● Work to complete
Please set down the line that contains "c.fill(dot);" and every line below it through the last, exactly as written, with no other lines.

● Data under study
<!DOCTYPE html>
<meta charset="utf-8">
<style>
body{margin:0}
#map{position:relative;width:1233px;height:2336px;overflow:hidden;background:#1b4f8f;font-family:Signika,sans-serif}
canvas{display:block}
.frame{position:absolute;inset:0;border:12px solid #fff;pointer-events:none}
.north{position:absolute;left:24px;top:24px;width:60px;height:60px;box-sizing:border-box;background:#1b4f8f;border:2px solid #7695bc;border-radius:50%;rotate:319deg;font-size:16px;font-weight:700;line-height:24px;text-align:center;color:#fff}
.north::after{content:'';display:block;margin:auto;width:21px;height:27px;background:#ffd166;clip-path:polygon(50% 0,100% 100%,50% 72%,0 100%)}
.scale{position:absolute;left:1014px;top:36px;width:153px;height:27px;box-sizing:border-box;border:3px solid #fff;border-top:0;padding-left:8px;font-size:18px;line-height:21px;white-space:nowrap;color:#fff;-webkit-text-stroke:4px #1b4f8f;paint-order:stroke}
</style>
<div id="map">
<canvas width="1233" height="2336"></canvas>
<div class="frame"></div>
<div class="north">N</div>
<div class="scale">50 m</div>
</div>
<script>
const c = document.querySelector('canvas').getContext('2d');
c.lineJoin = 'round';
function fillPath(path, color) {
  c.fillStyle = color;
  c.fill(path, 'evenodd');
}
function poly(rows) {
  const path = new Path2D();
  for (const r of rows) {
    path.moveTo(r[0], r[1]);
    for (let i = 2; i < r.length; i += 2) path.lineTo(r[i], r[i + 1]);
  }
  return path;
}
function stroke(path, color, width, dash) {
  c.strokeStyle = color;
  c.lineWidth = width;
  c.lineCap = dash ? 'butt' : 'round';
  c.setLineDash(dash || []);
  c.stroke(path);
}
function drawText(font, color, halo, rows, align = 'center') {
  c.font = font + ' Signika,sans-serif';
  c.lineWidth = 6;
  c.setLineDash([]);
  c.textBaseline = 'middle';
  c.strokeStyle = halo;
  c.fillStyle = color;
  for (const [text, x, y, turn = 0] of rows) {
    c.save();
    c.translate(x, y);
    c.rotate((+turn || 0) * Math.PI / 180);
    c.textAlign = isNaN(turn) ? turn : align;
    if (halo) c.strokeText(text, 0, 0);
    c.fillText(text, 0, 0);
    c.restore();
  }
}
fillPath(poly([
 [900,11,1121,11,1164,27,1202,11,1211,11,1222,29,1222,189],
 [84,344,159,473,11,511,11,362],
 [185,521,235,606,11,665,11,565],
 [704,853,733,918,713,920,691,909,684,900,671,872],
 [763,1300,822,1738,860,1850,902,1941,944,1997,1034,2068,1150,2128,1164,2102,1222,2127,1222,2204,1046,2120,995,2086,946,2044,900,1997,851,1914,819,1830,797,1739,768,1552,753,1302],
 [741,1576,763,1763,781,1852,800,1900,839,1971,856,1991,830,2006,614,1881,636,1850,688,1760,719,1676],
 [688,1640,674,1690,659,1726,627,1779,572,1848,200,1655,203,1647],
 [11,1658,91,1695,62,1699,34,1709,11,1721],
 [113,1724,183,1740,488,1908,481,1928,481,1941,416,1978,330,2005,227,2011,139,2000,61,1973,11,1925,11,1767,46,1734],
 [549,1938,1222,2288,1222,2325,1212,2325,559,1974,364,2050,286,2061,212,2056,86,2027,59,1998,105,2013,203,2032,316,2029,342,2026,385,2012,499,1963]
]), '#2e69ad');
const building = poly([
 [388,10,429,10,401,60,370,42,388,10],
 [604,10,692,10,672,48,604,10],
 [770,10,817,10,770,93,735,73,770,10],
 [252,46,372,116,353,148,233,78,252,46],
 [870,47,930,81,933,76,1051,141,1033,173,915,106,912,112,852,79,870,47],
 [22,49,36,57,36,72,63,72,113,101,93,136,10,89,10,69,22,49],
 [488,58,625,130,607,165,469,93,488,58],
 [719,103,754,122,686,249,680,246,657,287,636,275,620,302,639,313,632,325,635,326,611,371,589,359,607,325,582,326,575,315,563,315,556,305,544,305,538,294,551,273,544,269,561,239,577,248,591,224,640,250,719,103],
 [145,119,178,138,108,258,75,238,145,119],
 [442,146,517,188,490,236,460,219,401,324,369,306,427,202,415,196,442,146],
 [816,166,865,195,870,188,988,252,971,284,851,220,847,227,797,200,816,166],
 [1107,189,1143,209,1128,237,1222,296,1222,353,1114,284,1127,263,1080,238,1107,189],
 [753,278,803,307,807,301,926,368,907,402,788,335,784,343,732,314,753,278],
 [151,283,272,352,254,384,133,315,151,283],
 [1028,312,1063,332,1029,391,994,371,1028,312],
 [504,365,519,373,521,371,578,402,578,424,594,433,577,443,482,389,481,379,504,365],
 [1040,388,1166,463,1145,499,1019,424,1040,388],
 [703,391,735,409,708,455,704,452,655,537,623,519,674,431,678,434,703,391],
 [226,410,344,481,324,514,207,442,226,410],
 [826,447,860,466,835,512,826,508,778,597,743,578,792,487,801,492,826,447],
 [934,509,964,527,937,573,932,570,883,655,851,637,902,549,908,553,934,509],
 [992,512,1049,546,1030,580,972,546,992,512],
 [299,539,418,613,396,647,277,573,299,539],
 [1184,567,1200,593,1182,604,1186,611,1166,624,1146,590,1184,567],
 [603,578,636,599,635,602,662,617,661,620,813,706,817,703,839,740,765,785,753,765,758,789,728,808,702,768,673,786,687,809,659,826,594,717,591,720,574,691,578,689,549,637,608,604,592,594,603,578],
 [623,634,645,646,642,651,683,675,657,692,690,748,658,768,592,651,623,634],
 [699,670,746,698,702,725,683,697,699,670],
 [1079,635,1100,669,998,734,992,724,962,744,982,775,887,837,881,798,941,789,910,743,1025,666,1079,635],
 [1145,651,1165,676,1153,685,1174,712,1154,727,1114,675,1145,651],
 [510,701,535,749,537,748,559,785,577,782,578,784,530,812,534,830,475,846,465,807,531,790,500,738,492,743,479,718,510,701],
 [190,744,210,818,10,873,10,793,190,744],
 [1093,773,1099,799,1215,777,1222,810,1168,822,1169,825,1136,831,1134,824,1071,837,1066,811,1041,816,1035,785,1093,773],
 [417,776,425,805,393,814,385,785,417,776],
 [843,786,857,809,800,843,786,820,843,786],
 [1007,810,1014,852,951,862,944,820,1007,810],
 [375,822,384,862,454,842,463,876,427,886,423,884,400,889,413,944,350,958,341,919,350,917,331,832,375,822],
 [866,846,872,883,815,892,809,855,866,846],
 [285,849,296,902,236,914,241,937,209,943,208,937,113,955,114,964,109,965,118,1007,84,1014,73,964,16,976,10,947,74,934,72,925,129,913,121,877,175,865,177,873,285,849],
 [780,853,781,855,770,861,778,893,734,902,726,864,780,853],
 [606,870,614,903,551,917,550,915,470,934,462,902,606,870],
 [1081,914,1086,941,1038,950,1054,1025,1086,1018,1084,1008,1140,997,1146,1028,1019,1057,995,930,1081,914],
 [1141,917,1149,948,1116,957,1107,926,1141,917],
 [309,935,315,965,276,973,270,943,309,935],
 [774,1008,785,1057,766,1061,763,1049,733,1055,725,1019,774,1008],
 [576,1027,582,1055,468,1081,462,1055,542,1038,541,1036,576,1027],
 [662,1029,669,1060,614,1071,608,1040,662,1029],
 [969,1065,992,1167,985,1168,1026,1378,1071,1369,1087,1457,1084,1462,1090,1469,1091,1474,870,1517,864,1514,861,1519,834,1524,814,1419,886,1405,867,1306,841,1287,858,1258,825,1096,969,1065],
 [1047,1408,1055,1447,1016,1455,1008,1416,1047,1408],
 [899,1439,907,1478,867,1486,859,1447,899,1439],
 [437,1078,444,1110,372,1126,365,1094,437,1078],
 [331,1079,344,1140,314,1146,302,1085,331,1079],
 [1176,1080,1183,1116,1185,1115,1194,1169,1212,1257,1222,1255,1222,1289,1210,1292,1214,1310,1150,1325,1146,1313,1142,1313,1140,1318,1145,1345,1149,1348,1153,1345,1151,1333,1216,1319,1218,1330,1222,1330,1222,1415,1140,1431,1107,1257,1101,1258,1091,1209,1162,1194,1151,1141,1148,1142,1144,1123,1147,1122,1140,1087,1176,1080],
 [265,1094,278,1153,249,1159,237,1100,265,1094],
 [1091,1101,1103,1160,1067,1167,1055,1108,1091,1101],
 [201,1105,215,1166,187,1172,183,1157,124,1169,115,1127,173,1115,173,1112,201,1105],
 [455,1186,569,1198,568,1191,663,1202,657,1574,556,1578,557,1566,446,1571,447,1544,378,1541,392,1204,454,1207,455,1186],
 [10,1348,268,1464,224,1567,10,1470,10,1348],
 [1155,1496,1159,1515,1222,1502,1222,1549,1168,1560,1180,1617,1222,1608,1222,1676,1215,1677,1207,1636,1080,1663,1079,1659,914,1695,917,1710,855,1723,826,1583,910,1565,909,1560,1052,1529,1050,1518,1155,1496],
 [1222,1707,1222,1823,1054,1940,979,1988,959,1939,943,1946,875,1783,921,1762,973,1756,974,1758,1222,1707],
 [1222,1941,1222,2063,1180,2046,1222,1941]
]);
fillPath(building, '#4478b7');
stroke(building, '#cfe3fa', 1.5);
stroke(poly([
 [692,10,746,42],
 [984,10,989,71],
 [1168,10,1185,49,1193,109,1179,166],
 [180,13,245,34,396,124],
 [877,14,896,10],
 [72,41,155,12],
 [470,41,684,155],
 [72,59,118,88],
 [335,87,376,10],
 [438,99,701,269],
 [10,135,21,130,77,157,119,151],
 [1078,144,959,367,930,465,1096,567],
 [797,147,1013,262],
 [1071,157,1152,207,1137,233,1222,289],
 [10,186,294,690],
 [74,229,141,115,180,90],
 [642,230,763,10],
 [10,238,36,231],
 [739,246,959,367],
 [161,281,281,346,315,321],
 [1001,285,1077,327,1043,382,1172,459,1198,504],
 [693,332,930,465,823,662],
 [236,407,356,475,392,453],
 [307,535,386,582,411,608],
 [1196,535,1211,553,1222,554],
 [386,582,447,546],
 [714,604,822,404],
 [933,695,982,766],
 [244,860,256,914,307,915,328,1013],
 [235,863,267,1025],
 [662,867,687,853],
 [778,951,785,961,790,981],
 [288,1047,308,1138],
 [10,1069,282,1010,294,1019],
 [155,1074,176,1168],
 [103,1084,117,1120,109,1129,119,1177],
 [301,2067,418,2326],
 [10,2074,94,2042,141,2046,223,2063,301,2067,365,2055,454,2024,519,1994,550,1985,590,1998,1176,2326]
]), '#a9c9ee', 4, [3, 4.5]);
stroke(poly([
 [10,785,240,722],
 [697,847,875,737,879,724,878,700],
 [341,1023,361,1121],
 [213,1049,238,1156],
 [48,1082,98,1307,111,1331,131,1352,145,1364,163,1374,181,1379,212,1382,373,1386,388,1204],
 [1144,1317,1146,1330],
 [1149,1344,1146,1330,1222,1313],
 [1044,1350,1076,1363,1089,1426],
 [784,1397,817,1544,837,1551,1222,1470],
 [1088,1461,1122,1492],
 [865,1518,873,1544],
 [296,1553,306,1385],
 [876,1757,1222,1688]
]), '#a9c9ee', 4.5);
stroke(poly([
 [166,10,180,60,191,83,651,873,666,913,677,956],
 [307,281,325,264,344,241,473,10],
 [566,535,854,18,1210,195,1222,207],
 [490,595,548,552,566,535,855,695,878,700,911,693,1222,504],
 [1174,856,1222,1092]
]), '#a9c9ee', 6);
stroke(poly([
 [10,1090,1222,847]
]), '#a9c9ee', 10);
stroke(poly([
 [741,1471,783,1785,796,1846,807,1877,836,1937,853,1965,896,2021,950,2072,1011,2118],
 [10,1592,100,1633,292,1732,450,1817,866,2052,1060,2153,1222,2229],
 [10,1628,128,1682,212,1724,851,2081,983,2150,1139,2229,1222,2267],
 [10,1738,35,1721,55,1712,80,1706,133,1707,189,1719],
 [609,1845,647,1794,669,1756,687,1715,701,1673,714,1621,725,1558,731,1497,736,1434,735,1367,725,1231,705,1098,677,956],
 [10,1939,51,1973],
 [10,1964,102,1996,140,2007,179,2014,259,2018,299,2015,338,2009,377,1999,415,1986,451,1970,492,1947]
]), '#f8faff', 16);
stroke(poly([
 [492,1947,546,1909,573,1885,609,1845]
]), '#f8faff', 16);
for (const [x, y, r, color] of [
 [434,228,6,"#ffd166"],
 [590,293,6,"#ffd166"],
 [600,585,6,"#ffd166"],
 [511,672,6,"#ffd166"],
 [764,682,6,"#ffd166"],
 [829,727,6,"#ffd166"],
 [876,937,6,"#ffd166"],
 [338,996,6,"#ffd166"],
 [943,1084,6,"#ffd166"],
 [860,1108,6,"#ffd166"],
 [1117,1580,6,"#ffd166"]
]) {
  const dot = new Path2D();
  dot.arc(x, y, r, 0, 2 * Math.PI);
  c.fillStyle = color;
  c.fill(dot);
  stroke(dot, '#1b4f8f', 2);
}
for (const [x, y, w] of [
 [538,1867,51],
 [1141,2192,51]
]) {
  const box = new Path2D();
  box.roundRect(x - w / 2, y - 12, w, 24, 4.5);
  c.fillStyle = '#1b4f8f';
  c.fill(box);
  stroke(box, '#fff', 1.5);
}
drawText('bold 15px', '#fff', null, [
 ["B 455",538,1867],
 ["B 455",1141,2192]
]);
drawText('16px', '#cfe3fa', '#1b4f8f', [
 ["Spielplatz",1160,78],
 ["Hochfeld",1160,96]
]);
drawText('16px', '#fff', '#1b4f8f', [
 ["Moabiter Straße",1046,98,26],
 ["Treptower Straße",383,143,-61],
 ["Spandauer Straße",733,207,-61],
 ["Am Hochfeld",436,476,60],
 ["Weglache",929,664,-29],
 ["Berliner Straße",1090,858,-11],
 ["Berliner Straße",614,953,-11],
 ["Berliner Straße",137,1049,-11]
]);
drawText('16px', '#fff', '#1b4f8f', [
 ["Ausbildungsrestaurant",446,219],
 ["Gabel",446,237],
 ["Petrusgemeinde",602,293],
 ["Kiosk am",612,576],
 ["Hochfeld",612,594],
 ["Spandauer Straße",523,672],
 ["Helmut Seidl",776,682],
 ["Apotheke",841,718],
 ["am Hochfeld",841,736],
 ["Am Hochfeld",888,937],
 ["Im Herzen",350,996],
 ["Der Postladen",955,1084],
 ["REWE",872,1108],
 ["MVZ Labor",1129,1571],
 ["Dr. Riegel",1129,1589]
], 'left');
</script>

● Task output
  c.fill(dot);
  stroke(dot, '#1b4f8f', 2);
}
for (const [x, y, w] of [
 [538,1867,51],
 [1141,2192,51]
]) {
  const box = new Path2D();
  box.roundRect(x - w / 2, y - 12, w, 24, 4.5);
  c.fillStyle = '#1b4f8f';
  c.fill(box);
  stroke(box, '#fff', 1.5);
}
drawText('bold 15px', '#fff', null, [
 ["B 455",538,1867],
 ["B 455",1141,2192]
]);
drawText('16px', '#cfe3fa', '#1b4f8f', [
 ["Spielplatz",1160,78],
 ["Hochfeld",1160,96]
]);
drawText('16px', '#fff', '#1b4f8f', [
 ["Moabiter Straße",1046,98,26],
 ["Treptower Straße",383,143,-61],
 ["Spandauer Straße",733,207,-61],
 ["Am Hochfeld",436,476,60],
 ["Weglache",929,664,-29],
 ["Berliner Straße",1090,858,-11],
 ["Berliner Straße",614,953,-11],
 ["Berliner Straße",137,1049,-11]
]);
drawText('16px', '#fff', '#1b4f8f', [
 ["Ausbildungsrestaurant",446,219],
 ["Gabel",446,237],
 ["Petrusgemeinde",602,293],
 ["Kiosk am",612,576],
 ["Hochfeld",612,594],
 ["Spandauer Straße",523,672],
 ["Helmut Seidl",776,682],
 ["Apotheke",841,718],
 ["am Hochfeld",841,736],
 ["Am Hochfeld",888,937],
 ["Im Herzen",350,996],
 ["Der Postladen",955,1084],
 ["REWE",872,1108],
 ["MVZ Labor",1129,1571],
 ["Dr. Riegel",1129,1589]
], 'left');
</script>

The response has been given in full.